他用手握住玉瓒下颌,与他分开稍许,抬起他的下巴,看往日清冷孤傲的仙君陷在欲火中,无法否认,此情此景令人疯狂。
他低头含住玉瓒温软的唇舌,揽住玉瓒的手开始四处逡巡游移,从衣摆钻进去,滑过细嫩的肌肤,来到对方早就挺立起的乳头。
他用手揉弄一把,正在亲吻的玉瓒便敏感地“唔唔”出声,盛椹像被他的闷哼勾引到似的,直接一手揽住玉瓒的腰,一手勾过膝弯,将他带去床榻上。
将二人的衣物除尽,盛椹看着赤裸的玉瓒,握住玉瓒双腿分开搭在自己肩上,臀瓣中间幽秘的穴口就呈在眼前。
穴口微微分开,像被插过一样,四周淫液沾满,盛椹开口询问:“你自己弄过?”
玉瓒双手握住枕角,借力抬起身子在盛椹身上蹭动,急不可耐,根本没有力气听盛椹到底在说些什么。

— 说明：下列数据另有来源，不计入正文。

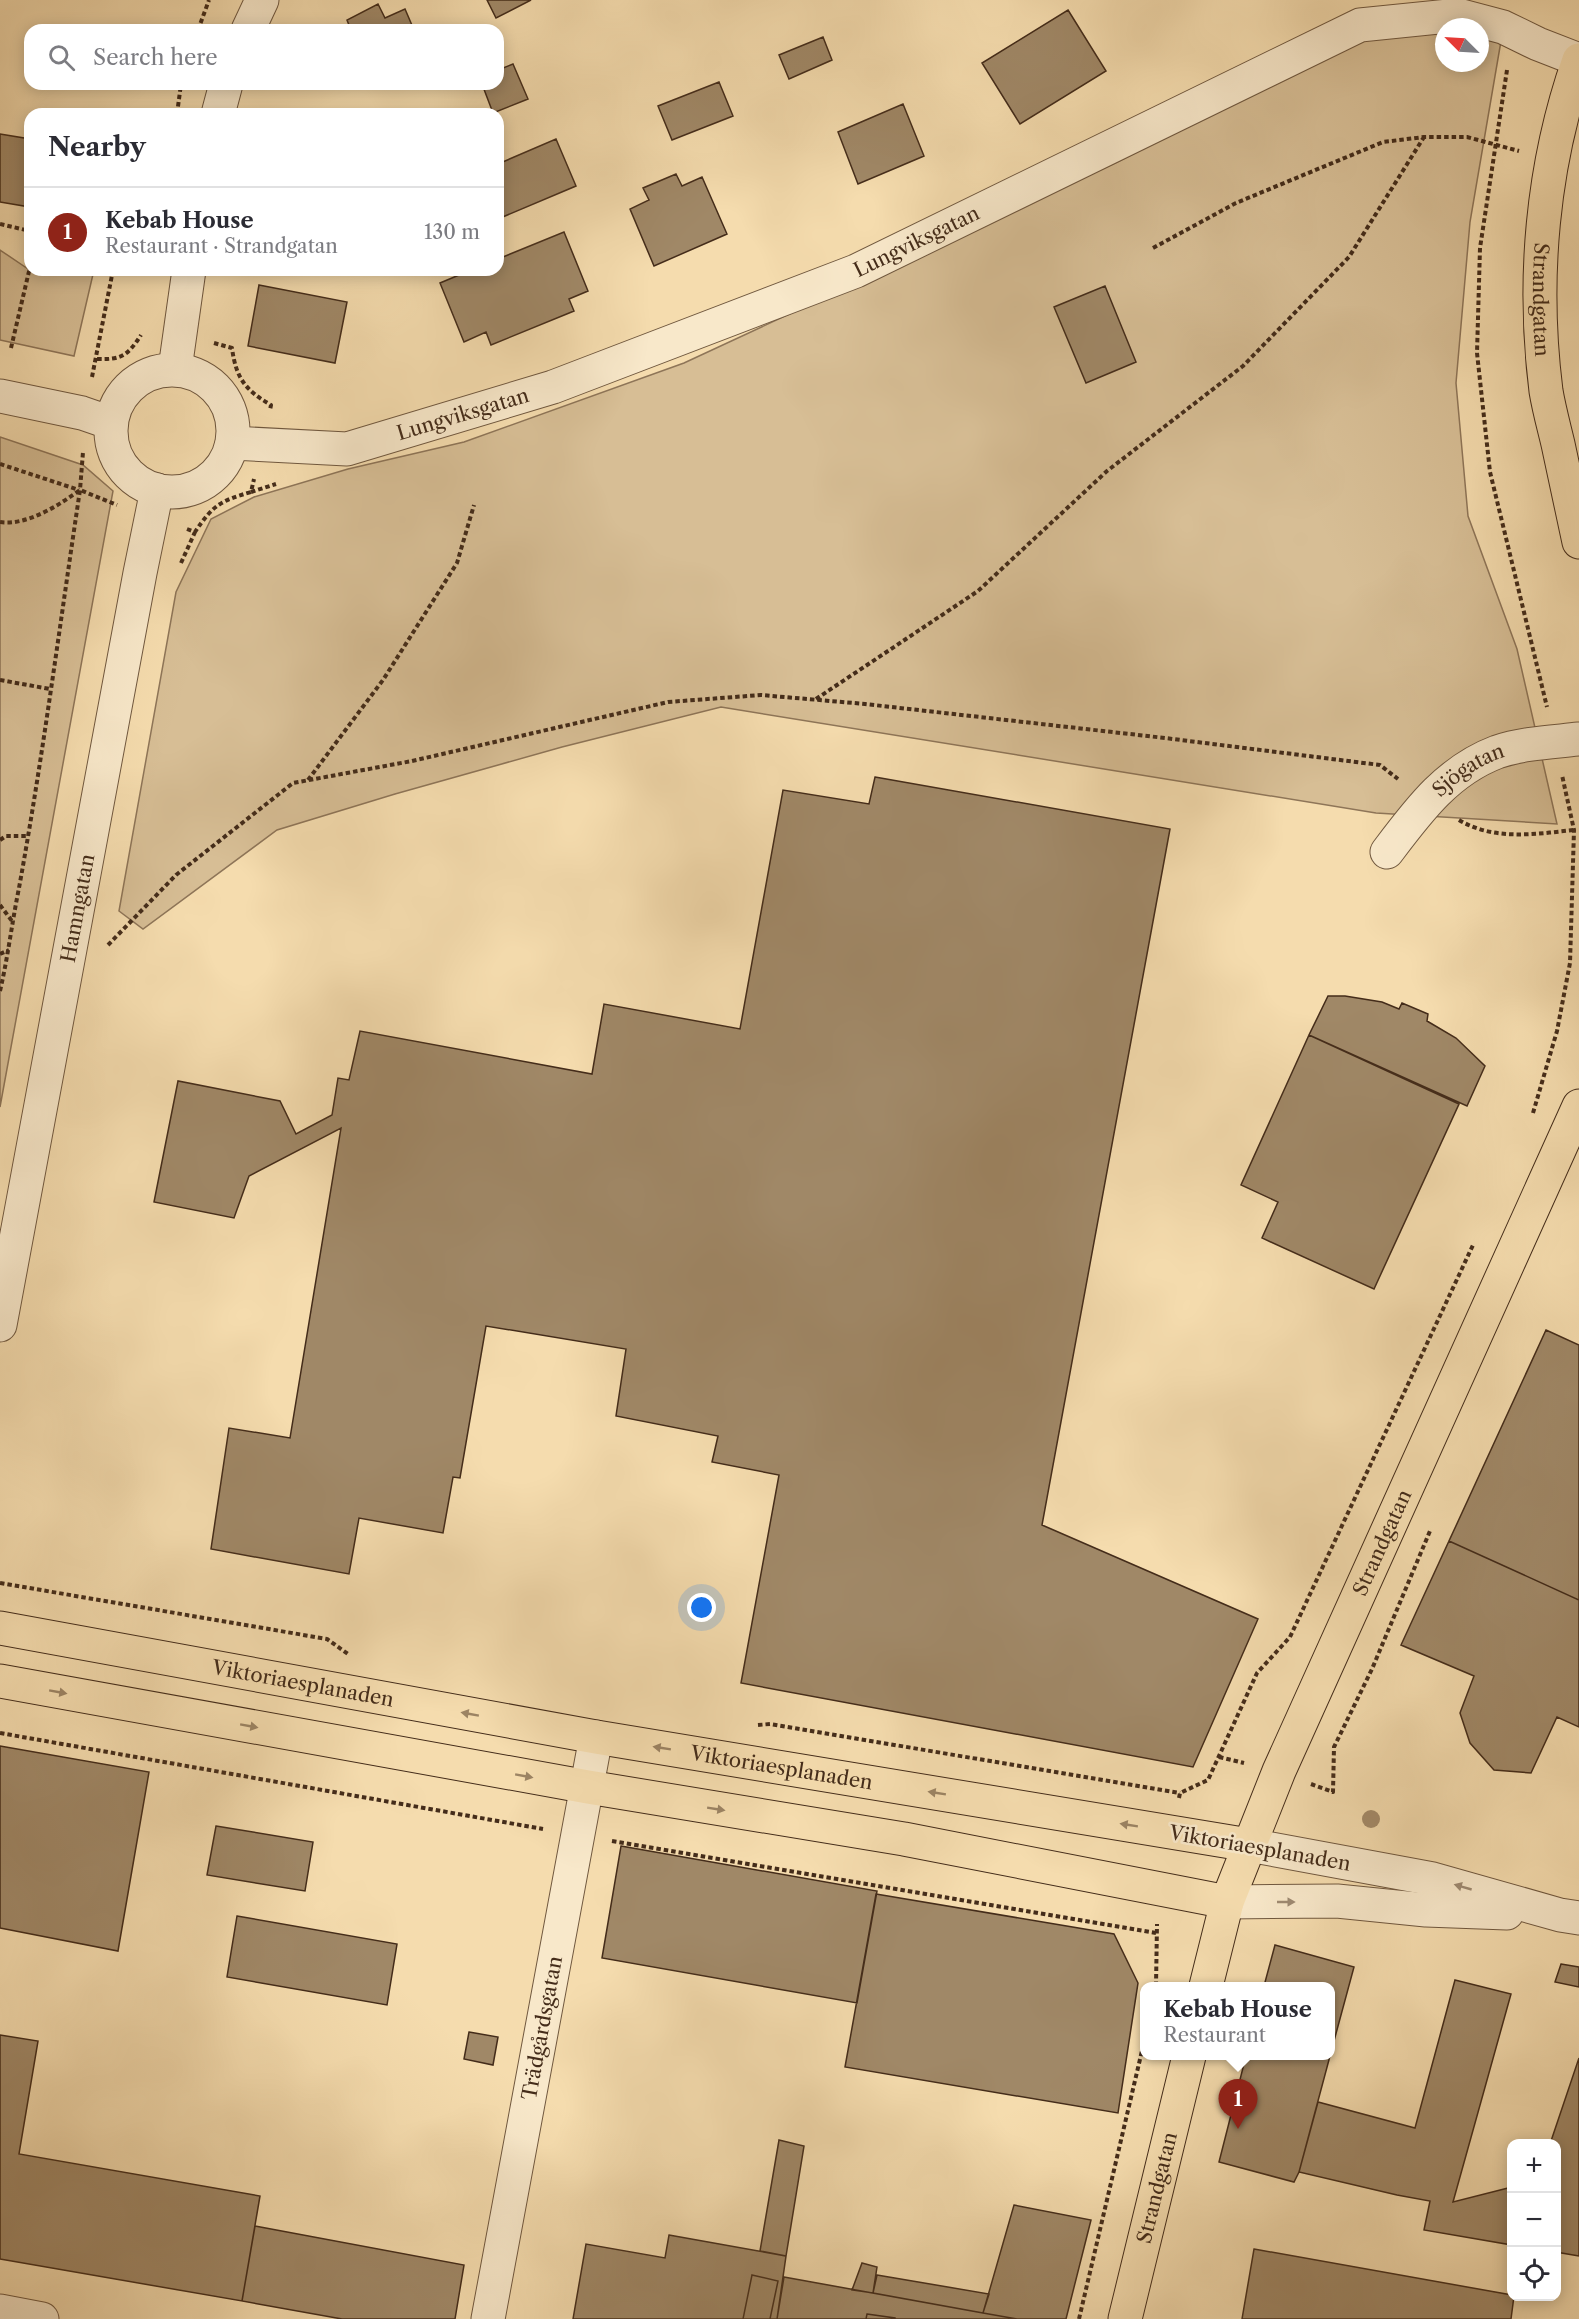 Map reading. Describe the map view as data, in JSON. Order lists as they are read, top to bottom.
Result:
{
  "streets": {
    "main road": ["Strandgatan", "Viktoriaesplanaden"],
    "street": [
      "Lungviksgatan",
      "Sjögatan",
      "Hamngatan",
      "Trädgårdsgatan"
    ]
  },
  "crossings": [
    ["Lungviksgatan", "Strandgatan"],
    ["Lungviksgatan", "Hamngatan"],
    ["Strandgatan", "Viktoriaesplanaden"],
    ["Viktoriaesplanaden", "Trädgårdsgatan"]
  ],
  "north": "top left",
  "page": {
    "search": "Search here",
    "heading": "Nearby",
    "list": [
      {
        "mark": "1",
        "name": "Kebab House",
        "note": "Restaurant · Strandgatan",
        "value": "130 m"
      }
    ],
    "popup": ["Kebab House", "Restaurant"],
    "pins": "1",
    "map_buttons": ["+", "−"]
  }
}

盛椹却偏不如他意,用手按住玉瓒细软的腰肢:“回答我。”
玉瓒勉强抬眼看盛椹,殊不知这一眼差点直接让盛椹缴械投降。那蕴着温水似的眸中含着嗔怪,又带着隐约的委屈。
“难受……”玉瓒低语着,“盛椹,你快进来罢,我受不住了……”
盛椹握住勃发的性器对准穴口直接插了进去。因为有液体润滑,进入得十分顺利,几乎是一瞬间,他就贯入到玉瓒体内最深处,性器被紧紧吸附上来的穴肉裹住,让盛椹舒服得喘息一声。
他挺动腰身,缓慢有力地进出着。玉瓒终于被粗热滚烫的性器填满,满足得仰起头,令脖颈显得更加修长,胸脯挺起,乳头高高立起。
“哈啊……再快一些。”玉瓒催促。
盛椹听见,只更加用力地操着玉瓒,并未加快速度:“怎么,我满足不了你吗?”
玉瓒被顶得不住耸动,床板被弄得吱呀作响,混着肉体碰撞声在这间幽暗的房间响起。
“啊……太重了,轻一点。”
盛椹笑了笑:“玉瓒,你一会儿让我快,一会儿让我轻,你到底想要如何?”
玉瓒此时早被操得神智混乱,脑海中隐约被白光充斥,令他无从思索。
又是一次猛烈的贯穿,脑海中白光大盛,像鸿蒙初开时一般,玉瓒陷入一片朦胧,待回过神来,他才知道原来自己射了。
盛椹不久后也射了。粘稠的精液射在内壁上,微凉触感令玉瓒无端兴奋,他被盛椹翻了个身,趴在床上,臀部被高高抬起,摆出一个挨?H的姿势。
玉瓒才高潮完,身体酥软无力,上半身趴在床榻上,勉力支起腿弯将臀部抬起。他浑身都沾满了精液的味道,褪去了冰雪如水的气息。
盛椹挺腰操了进去。
紧致的触感真是令人沉溺,但盛椹这回却只浅浅插了几下便抽出,他掐住玉瓒的脖颈令他转过头来:“告诉我,你和多少人做过?”
玉瓒迷蒙着双眼,眼角沁出的泪珠摇摇欲坠,像数九寒天里迎风梅蕊上的一滴露珠,让人想要怜惜地吻去,又无法控制地升腾起摧毁的暴虐。
他喘息着,声音里带着微弱的哭腔:“混蛋……”
盛椹却笑了。笑起来的他有些像燕元洲,眼里酝酿着深沉的风暴,没了疏离的遮掩,他的身上便显露出男性天生具有的占有与暴戾。
他掐住玉瓒脖子的手卸了力,开始轻柔地抚摸着,玉瓒被他弄得汗毛竖起,背后的目光像危险的毒蛇吐出的冰凉蛇信,从脊骨滑下,不放过一寸肌肤。
“你此前发情时,莫不是让自己的徒弟亲自干你罢?”
盛椹恶趣味地问着。他明明知道玉瓒的性子,却控制不住身体里的恶意,这样冰雪似的谪仙人一旦褪却面具似的冷淡疏离,就足以让人发狂失去理智。